Scrunch: PREVENTING SENSITIVE PROPERTY INFER-ENCE THROUGH PRIVACY-PRESERVING REPRESENTA-TION LEARNING

Abstract

Many tasks that are commonly performed by devices attached to the Internet are currently being offloaded to the cloud, using the Machine Learning as a Service (MLaaS) paradigm. While this paradigm is motivated by the reduced capacity of mobile terminals, it also hinders privacy associated with the data exchanged over the network.

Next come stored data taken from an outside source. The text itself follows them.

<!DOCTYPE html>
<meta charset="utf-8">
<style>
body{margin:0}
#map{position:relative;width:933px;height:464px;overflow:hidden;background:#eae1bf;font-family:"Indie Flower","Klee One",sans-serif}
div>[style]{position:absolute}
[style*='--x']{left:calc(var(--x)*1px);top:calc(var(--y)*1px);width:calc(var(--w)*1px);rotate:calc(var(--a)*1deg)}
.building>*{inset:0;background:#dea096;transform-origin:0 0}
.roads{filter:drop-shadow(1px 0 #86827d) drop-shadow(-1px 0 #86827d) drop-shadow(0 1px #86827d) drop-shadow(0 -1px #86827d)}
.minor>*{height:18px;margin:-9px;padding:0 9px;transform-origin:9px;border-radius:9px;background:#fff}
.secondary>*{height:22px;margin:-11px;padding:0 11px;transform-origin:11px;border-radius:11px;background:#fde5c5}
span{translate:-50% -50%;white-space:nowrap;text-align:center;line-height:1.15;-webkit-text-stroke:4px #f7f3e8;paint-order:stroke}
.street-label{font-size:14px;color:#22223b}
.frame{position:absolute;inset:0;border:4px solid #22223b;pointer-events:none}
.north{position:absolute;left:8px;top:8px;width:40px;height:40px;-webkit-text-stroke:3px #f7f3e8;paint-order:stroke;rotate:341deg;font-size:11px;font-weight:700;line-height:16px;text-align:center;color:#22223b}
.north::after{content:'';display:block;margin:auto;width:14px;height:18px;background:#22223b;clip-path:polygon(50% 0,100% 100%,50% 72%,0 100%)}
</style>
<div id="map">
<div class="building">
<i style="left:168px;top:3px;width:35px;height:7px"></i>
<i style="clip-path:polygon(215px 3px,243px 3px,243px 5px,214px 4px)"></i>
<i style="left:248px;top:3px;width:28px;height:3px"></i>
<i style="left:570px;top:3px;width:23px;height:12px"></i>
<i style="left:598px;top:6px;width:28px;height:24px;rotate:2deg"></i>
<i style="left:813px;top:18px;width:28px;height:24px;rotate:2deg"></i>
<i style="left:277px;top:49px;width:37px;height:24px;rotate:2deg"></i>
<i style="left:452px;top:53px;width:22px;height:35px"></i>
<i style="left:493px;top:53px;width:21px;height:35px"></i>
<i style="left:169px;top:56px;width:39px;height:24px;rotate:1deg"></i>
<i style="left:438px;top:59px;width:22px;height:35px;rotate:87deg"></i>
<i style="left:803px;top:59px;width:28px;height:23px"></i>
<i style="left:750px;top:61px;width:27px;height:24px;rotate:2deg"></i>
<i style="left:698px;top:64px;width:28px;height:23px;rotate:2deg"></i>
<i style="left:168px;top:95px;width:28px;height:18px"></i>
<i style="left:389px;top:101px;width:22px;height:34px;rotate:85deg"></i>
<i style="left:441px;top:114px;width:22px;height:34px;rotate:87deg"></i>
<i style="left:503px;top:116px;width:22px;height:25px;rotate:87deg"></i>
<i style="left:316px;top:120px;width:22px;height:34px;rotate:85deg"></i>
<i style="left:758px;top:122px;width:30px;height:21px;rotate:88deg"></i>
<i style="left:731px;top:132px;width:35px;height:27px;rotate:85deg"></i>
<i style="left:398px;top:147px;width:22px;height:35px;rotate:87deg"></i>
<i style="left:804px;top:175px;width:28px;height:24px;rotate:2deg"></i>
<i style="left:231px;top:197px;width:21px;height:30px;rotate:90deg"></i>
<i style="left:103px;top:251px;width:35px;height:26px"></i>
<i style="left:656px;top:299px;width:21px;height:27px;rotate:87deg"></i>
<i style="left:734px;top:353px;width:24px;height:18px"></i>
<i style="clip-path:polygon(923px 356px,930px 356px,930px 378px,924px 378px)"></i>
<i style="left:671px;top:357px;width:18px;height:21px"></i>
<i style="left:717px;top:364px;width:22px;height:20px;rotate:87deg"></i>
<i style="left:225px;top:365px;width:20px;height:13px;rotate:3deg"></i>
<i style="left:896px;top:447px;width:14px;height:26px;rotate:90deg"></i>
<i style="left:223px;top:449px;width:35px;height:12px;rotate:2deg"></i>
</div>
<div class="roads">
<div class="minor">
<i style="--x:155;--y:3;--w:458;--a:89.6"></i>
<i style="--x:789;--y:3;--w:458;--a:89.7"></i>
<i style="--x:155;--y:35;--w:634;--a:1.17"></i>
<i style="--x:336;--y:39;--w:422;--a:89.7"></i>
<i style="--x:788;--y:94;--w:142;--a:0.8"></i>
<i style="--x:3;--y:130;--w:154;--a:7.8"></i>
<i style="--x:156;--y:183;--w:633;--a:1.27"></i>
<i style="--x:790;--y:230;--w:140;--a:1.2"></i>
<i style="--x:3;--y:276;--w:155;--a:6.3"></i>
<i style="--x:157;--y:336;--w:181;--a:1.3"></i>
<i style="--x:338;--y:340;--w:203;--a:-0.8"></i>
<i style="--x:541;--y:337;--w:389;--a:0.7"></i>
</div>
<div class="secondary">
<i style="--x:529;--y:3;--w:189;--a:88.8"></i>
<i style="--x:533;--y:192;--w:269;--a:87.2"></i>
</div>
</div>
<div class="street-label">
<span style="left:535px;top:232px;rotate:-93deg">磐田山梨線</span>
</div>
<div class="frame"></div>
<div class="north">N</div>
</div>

Thus, the data exchanged among parties shall be conveniently anonymized to prevent possible confidentiality and privacy issues. While many privacy-enhancing algorithms have been proposed in the past, they are usually relying on very complex models that make difficult their applicability to real-world systems or envision too friendly attacker models. In this paper, we propose a deep learning system that creates anonymized representations for the data, while keeping the accuracy for the targeted MLaaS task high, assuming that the attacker can re-train an adversarial model. Our results show that the proposed algorithm i) is effective yet it uses a lighter approach than state-of-the-art ii) considers less friendly attacker models, and iii) outperforms the benchmark under different privacy metrics.

1. INTRODUCTION

The complexity and size of ML models is growing over time. Recent examples, such as GTP-3 with 175B parameters [OpenAI (2022 (accessed September 28, 2022) ] or Megatron-Turing with 530B [Nvidia (2022 (accessed September 28, 2022) ], have presented models that are impossible to generate or even maintain for most companies in the world, not to speak about academia or users with personal devices. Moreover, it is expected similar growth in the next years [Fedus et al. (2021) ]. This progression, together with the slowdown in the production of new hardware severely limits the capacity of small (and even big) enterprises to use the last advances in Natural Language Processing (NLP), image recognition, or other complex ML tasks. In this scenario, big tech companies have started to offer their models in a Machine Learning as a Service (MLaaS) fashion. That is, they run the gigantic ML models on their premises and allow customers to query the model for a pre-negotiated fare. This model is convenient for both customers that do not have the ability to create their own complex model (i.e., because they do not have a tagged dataset), and for those that need to execute (even simple) ML tasks on limited devices such as mobile phones or IoT devices. However, to perform an MLaaS task, the customer should send the raw data (e.g., an image) to the service provider. While this operation may not present big problems in certain tasks (e.g., a connected vehicle sending telemetry data for predictive maintenance), it certainly has heavy privacy/confidentiality implications in others (e.g.., a surveillance system requesting image classification services). Alternatively, the service provider could give the model to the customer to avoid data transfer. Nonetheless, this is typically not feasible in the case of limited devices or huge models. And even in cases where the customer could execute the model, the MLaaS provider may have concerns as the customer could blackbox or use the model without the provider's permission.